I Gave it My All

January 3, 2012
I was used to sitting on the sidelines. I always watched my 18-month older brother, Myles, smack the red stitched ball through the outfield. I was known as Myles’ little sister. I handed out the water, picked up the bats and gave cookies to the boys after every game. But this time, it was different.

“We need you Makaela,” my dad said trying to persuade me. My dad, being the coach of my brother’s team, insisted that I fill in that last position. “There are not enough players and without you we can’t play.”
Doubt flushed through me, but I couldn’t show my panic, so I hesitantly accepted this offer. As I did I felt the slightest bit of confidence.

Every day after school I would practice with my dad and brother. They would push me. I knew I was the team’s only option, and I knew I had to prove myself. I wanted to be more than just Myles’ little sister.
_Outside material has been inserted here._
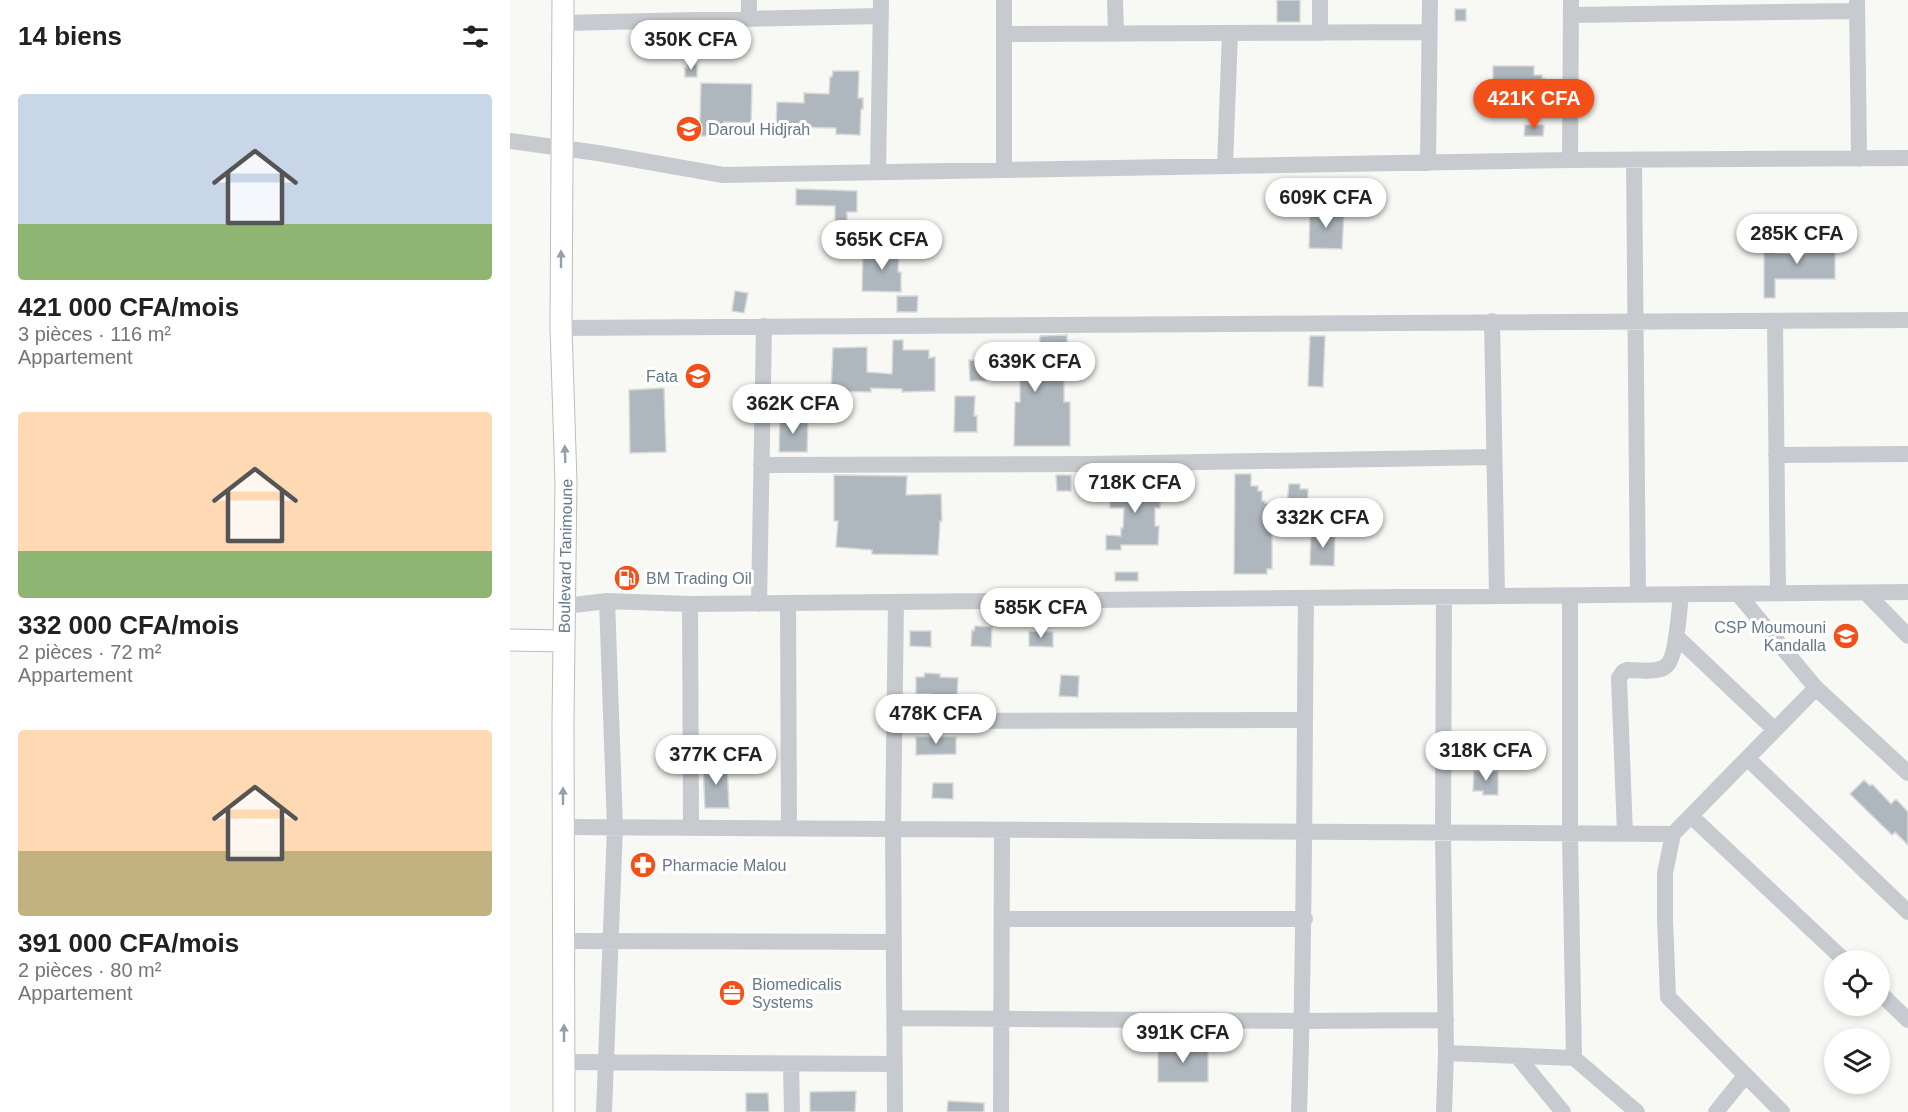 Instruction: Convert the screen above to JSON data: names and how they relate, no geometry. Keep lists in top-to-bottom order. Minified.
{"streets":{"main road":["Boulevard Tanimoune"]},"one_way":["Boulevard Tanimoune"],"places":{"school or university":["Daroul Hidjrah","Fata","CSP Moumouni Kandalla"],"fuel station":["BM Trading Oil"],"pharmacy":["Pharmacie Malou"],"office":["Biomedicalis Systems"]},"page":{"heading":"14 biens","price":["350K CFA","421K CFA","609K CFA","285K CFA","565K CFA","639K CFA","362K CFA","718K CFA","332K CFA","585K CFA","478K CFA","318K CFA","377K CFA","391K CFA"],"list":[{"name":"421 000 CFA/mois","note":"3 pièces · 116 m² · Appartement"},{"name":"332 000 CFA/mois","note":"2 pièces · 72 m² · Appartement"},{"name":"391 000 CFA/mois","note":"2 pièces · 80 m² · Appartement"}]}} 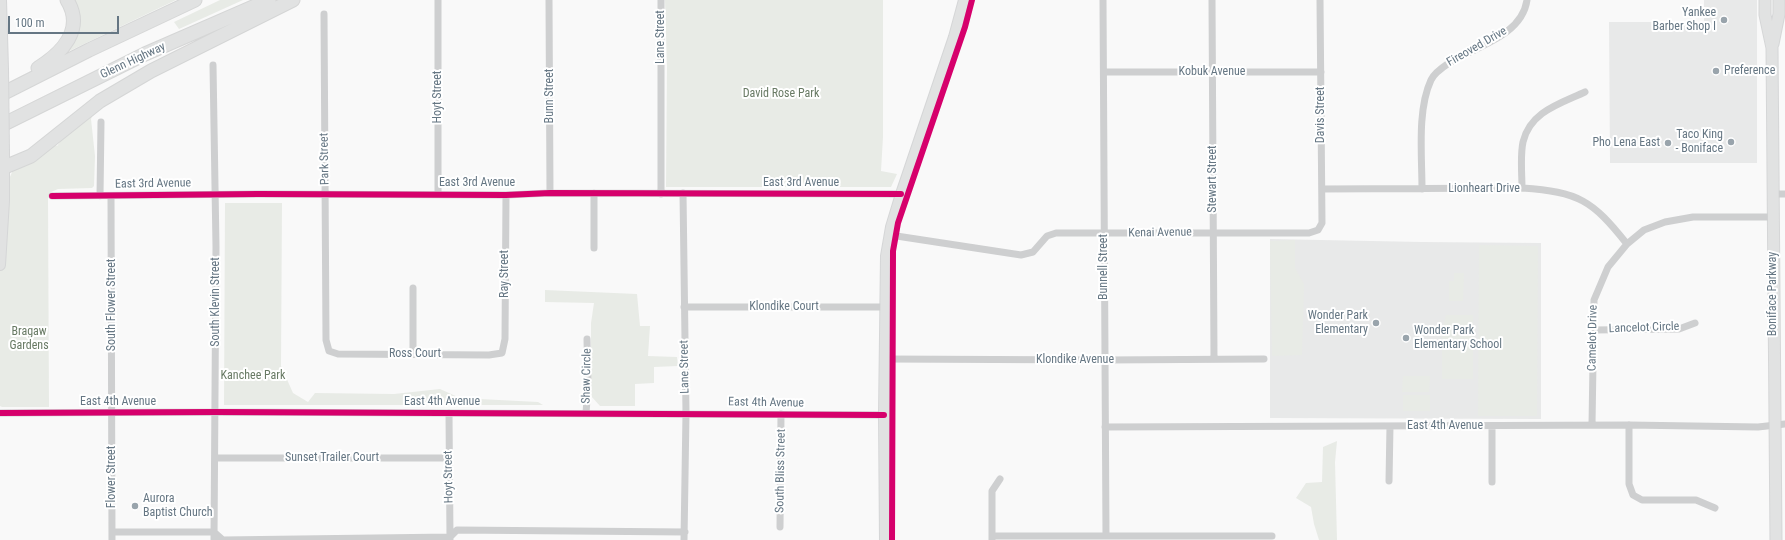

My dad handed me an extra uniform. Although it was flowing well past my knees, I felt as if I was meant to be on this team. The older boys gave me a high five and threw some sun flower seeds in my hand.
With my blue Nike sandals strapped to my feet, I fled to outfield. No action. But I was ready; every time a pitch was thrown I jumped to my toes as if it were coming straight at me. My brother told me not many hits went to that side of the outfield, but I did not want to take any chances.

I was last on the batting line-up. I knew I could hit a moving pitch. I have practiced in the back yard many times prior. No action. I walked to first base.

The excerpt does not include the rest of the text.